Fitness was essential. The Stoics called it keeping themselves in fighting shape—at fighting weight—not for appearance’s sake but because they believed life was a kind of battle. They also knew, as you know, that when we feel awful, we act awfully. A person disgusted with themselves has less patience for others. A person who easily loses their breath more easily loses their temper or their courage or their self-control.

Life is warfare, Marcus liked to say. We have to be ready for it. Otherwise, would he have been able to endure the hardships of his life if he were out of shape and weak? Certainly not. And neither can you. It doesn’t have to be exhaustive or exhausting. You don’t have to build a CrossFit rig in your garage. The Stoic regimen takes to a more dispersed approach, scattering movement and physical exertion whenever and wherever it can be had. “It is indeed foolish, my dear Lucilius… to work hard over developing the muscles and broadening the shoulders and strengthening the lungs,” Seneca explained. Rather, “There are short and simple exercises which tire the body rapidly, and so save our time; and time is something of which we ought to keep strict account…”

Seneca, for example, liked to mix walks into his day. And on those walks, he’d find a spot to stop and do “clothes-cleaner’s jumps” (the ancients washed clothes by jumping on them in a shallow tub). Doing some clothes-cleaners, getting his heart rate up a little, Seneca found was more efficient so he could “come back soon from body to mind.” That’s what we’re recommending. Building movement into your day. Because before this epidemic, scientists have been banging on the doors about a different kind of disease plaguing the globe: the “sitting disease,” as they refer to it. “Sitting is more dangerous than smoking, kills more people than HIV and is more treacherous than parachuting,” director of the Mayo Clinic Dr. James Levine says. “We are sitting ourselves to death.” 1 in 4 Americans sit for more than 8 hours a day. Only 4% spend less than 4 hours a day sitting. People who spend more than 6 hours per day sitting have a 71% increase in mortality rate and a 147% increase in the risk of cardiovascular disease. We wonder why we’re unhappy; being sedentary for 7 hours a day increases risk of depression by 47%.

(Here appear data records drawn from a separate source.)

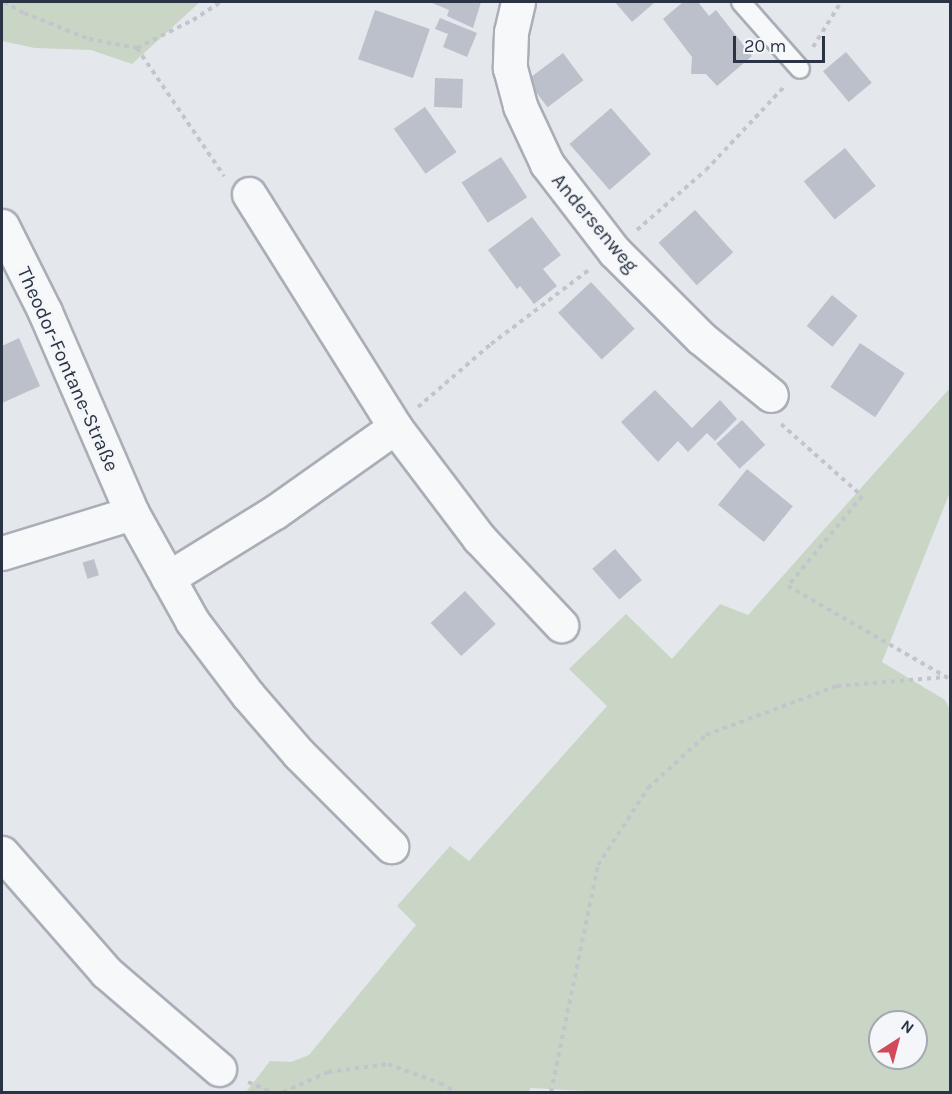 <!DOCTYPE html>
<html>
<head>
<meta charset="utf-8">
<style>
	body { margin:0 }
	#map { position:relative; width:952px; height:1094px; overflow:hidden; background:#e4e7ec; font-family:Karla,sans-serif }
	div>[style] { position:absolute }
	.green>* { inset:0; background:#c9d6c5 }
	.building>* { inset:0; background:#bbc0ca; transform-origin:0 0 }
	.path>* { height:4px; margin-top:-2px; transform-origin:0; background:repeating-linear-gradient(90deg,#c2c5cb 0 4.5px,transparent 0 9px) }
	.roads { filter:drop-shadow(2px 0 #a9aeb7) drop-shadow(-2px 0 #a9aeb7) drop-shadow(0 2px #a9aeb7) drop-shadow(0 -2px #a9aeb7) }
	.lane>* { height:18px; margin:-9px; padding:0 9px; transform-origin:9px; border-radius:9px; background:#f7f8fa }
	.street>* { height:33px; margin:-16.5px; padding:0 16.5px; transform-origin:16.5px; border-radius:16.5px; background:#f7f8fa }
	span { translate:-50% -50%; white-space:nowrap; text-align:center; line-height:1.15; -webkit-text-stroke:5px #f4f6f9; paint-order:stroke }
	.street-label { font-size:20px; color:#2b3445 }
	.frame { position:absolute; inset:0; border:3px solid #2b3445; pointer-events:none }
	.north { position:absolute; left:868px; top:1010px; width:60px; height:60px; box-sizing:border-box; background:#f4f6f9; border:2px solid #a4a8b1; border-radius:50%; rotate:36deg; font-size:16px; font-weight:700; line-height:24px; text-align:center; color:#2b3445 }
	.north::after { content:''; display:block; margin:auto; width:21px; height:27px; background:#d1495b; clip-path:polygon(50% 0,100% 100%,50% 72%,0 100%) }
	.scale { position:absolute; left:733px; top:36px; width:92px; height:27px; box-sizing:border-box; border:3px solid #2b3445; border-top:0; padding-left:8px; font-size:18px; line-height:21px; white-space:nowrap; color:#2b3445; -webkit-text-stroke:4px #f4f6f9; paint-order:stroke }
</style>
</head>
<body>
<div id="map">
	<div class="green">
		<i style="clip-path:polygon(2px 2px,200px 2px,132px 64px,91px 50px,35px 48px,2px 41px)"></i>
		<i style="clip-path:polygon(evenodd,950px 388px,950px 492px,882px 662px,945px 700px,950px 710px,950px 1092px,603px 1092px,530px 1088px,529px 1092px,246px 1092px,270px 1061px,291px 1062px,309px 1055px,416px 925px,397px 906px,450px 846px,469px 861px,607px 706px,569px 669px,626px 614px,672px 659px,720px 604px,748px 615px,950px 388px,880px 1022px,916px 1022px,916px 1058px,880px 1058px,880px 1022px)"></i>
	</div>
	<div class="building">
		<i style="clip-path:polygon(430px 2px,481px 2px,473px 28px,447px 16px,449px 10px)"></i>
		<i style="clip-path:polygon(615px 2px,655px 2px,632px 22px)"></i>
		<i style="clip-path:polygon(683px 2px,698px 2px,709px 16px,716px 10px,752px 56px,717px 86px,706px 74px,691px 74px,692px 57px,663px 19px)"></i>
		<i style="left:375px;top:10px;width:58px;height:52px;rotate:19deg"></i>
		<i style="clip-path:polygon(440px 18px,477px 33px,467px 57px,443px 47px,448px 34px,435px 29px)"></i>
		<i style="left:846px;top:52px;width:40px;height:30px;rotate:50deg"></i>
		<i style="left:563px;top:53px;width:34px;height:45px;rotate:53deg"></i>
		<i style="left:435px;top:78px;width:28px;height:29px;rotate:2deg"></i>
		<i style="left:425px;top:107px;width:55px;height:38px;rotate:55deg"></i>
		<i style="left:611px;top:108px;width:61px;height:55px;rotate:49deg"></i>
		<i style="left:845px;top:148px;width:49px;height:53px;rotate:51deg"></i>
		<i style="left:501px;top:157px;width:48px;height:47px;rotate:57deg"></i>
		<i style="left:695px;top:210px;width:57px;height:49px;rotate:48deg"></i>
		<i style="clip-path:polygon(532px 217px,561px 255px,543px 269px,557px 286px,534px 304px,520px 286px,517px 289px,488px 250px)"></i>
		<i style="left:591px;top:282px;width:64px;height:45px;rotate:47deg"></i>
		<i style="left:832px;top:295px;width:33px;height:40px;rotate:39deg"></i>
		<i style="clip-path:polygon(19px 338px,40px 386px,2px 403px,2px 346px)"></i>
		<i style="left:860px;top:343px;width:54px;height:53px;rotate:34deg"></i>
		<i style="clip-path:polygon(655px 390px,692px 428px,720px 400px,737px 419px,715px 441px,707px 433px,688px 452px,678px 441px,658px 462px,621px 422px)"></i>
		<i style="left:742px;top:420px;width:34px;height:35px;rotate:47deg"></i>
		<i style="left:747px;top:469px;width:59px;height:46px;rotate:39deg"></i>
		<i style="left:615px;top:549px;width:41px;height:30px;rotate:49deg"></i>
		<i style="left:94px;top:559px;width:17px;height:12px;rotate:73deg"></i>
		<i style="left:465px;top:591px;width:45px;height:47px;rotate:47deg"></i>
	</div>
	<div class="path">
		<i style="left:4px;top:2px;width:23px;rotate:29deg"></i>
		<i style="left:24px;top:13px;width:70px;rotate:21.8deg"></i>
		<i style="left:89px;top:39px;width:49px;rotate:10.6deg"></i>
		<i style="left:137px;top:48px;width:63px;rotate:-26.6deg"></i>
		<i style="left:193px;top:20px;width:33px;rotate:-33deg"></i>
		<i style="left:813px;top:47px;width:53px;rotate:-58.1deg"></i>
		<i style="left:137px;top:48px;width:155px;rotate:55.8deg"></i>
		<i style="left:637px;top:230px;width:91px;rotate:-41deg"></i>
		<i style="left:706px;top:170px;width:114px;rotate:-46.8deg"></i>
		<i style="left:418px;top:407px;width:96px;rotate:-40.8deg"></i>
		<i style="left:491px;top:344px;width:124px;rotate:-37.1deg"></i>
		<i style="left:781px;top:424px;width:108px;rotate:41.6deg"></i>
		<i style="left:862px;top:496px;width:117px;rotate:129.4deg"></i>
		<i style="left:788px;top:586px;width:187px;rotate:29.9deg"></i>
		<i style="left:248px;top:1082px;width:26px;rotate:23deg"></i>
		<i style="left:283px;top:1092px;width:49px;rotate:-24deg"></i>
		<i style="left:328px;top:1072px;width:61px;rotate:-7.6deg"></i>
		<i style="left:388px;top:1064px;width:55px;rotate:20.1deg"></i>
		<i style="left:440px;top:1083px;width:18px;rotate:29deg"></i>
		<i style="left:551px;top:1092px;width:232px;rotate:-78.3deg"></i>
		<i style="left:598px;top:865px;width:92px;rotate:-57deg"></i>
		<i style="left:648px;top:788px;width:79px;rotate:-42.4deg"></i>
		<i style="left:706px;top:735px;width:140px;rotate:-20.5deg"></i>
		<i style="left:837px;top:686px;width:109px;rotate:-4.7deg"></i>
	</div>
	<div class="roads">
		<div class="lane">
			<i style="left:741px;top:2px;width:89px;rotate:48.6deg"></i>
		</div>
		<div class="street">
			<i style="left:518px;top:2px;width:31px;rotate:103deg"></i>
			<i style="left:511px;top:32px;width:36px;rotate:92deg"></i>
			<i style="left:510px;top:68px;width:39px;rotate:75deg"></i>
			<i style="left:520px;top:106px;width:64px;rotate:65deg"></i>
			<i style="left:547px;top:164px;width:110px;rotate:52.4deg"></i>
			<i style="left:614px;top:251px;width:123px;rotate:45deg"></i>
			<i style="left:701px;top:338px;width:90px;rotate:39.2deg"></i>
			<i style="left:249px;top:194px;width:275px;rotate:57.9deg"></i>
			<i style="left:395px;top:427px;width:139px;rotate:52.9deg"></i>
			<i style="left:479px;top:538px;width:120px;rotate:46.7deg"></i>
			<i style="left:2px;top:226px;width:96px;rotate:63.4deg"></i>
			<i style="left:45px;top:312px;width:219px;rotate:66.6deg"></i>
			<i style="left:132px;top:513px;width:124px;rotate:60.9deg"></i>
			<i style="left:192px;top:621px;width:93px;rotate:52.9deg"></i>
			<i style="left:248px;top:695px;width:77px;rotate:49.2deg"></i>
			<i style="left:298px;top:753px;width:132px;rotate:45deg"></i>
			<i style="left:2px;top:553px;width:136px;rotate:-17.1deg"></i>
			<i style="left:168px;top:578px;width:126px;rotate:-31.7deg"></i>
			<i style="left:275px;top:512px;width:147px;rotate:-35.3deg"></i>
			<i style="left:2px;top:853px;width:158px;rotate:48.8deg"></i>
			<i style="left:106px;top:972px;width:149px;rotate:40.6deg"></i>
		</div>
	</div>
	<div class="street-label">
		<span style="left:595px;top:223px;rotate:50deg">Andersenweg</span>
		<span style="left:68px;top:369px;rotate:66deg">Theodor-Fontane-Straße</span>
	</div>
	<div class="frame"></div>
	<div class="north">N</div>
	<div class="scale">20 m</div>
</div>
</body>
</html>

We can imagine how a global lockdown is affecting those percentages. Build it into your day. You can crush at the gym for two hours, but if the other 22 hours are spent on your rear end—you’re not crushing it. Set reminders for every hour or two and take five to minutes for a walk with some clothes-cleaners, or some push-ups and mountain-climbers, or some jumping jacks and sit-ups, or some yoga poses, or a jog around the block.

Trust us, these little things add up. It can:

  • Improve Your Mood: physical activity increases the production of endorphins, known to produce positive feelings
  • Boost Energy Level: exercise increases insulin sensitivity, helping your body access stored energy to combat fatigue

Our gyms, our YMCAs, our apartment complex’s Pelotons, our personal trainers, our workout partners—we don’t have access to any of them right. You’re stuck. That’s not your fault. But what do you do while you’re stuck? That’s on you. That’s what the Stoics meant when they said you don’t control what has happened, but you control how you respond. Dead time or alive time. The choice is yours. What’s it going to be? I’ll make my body.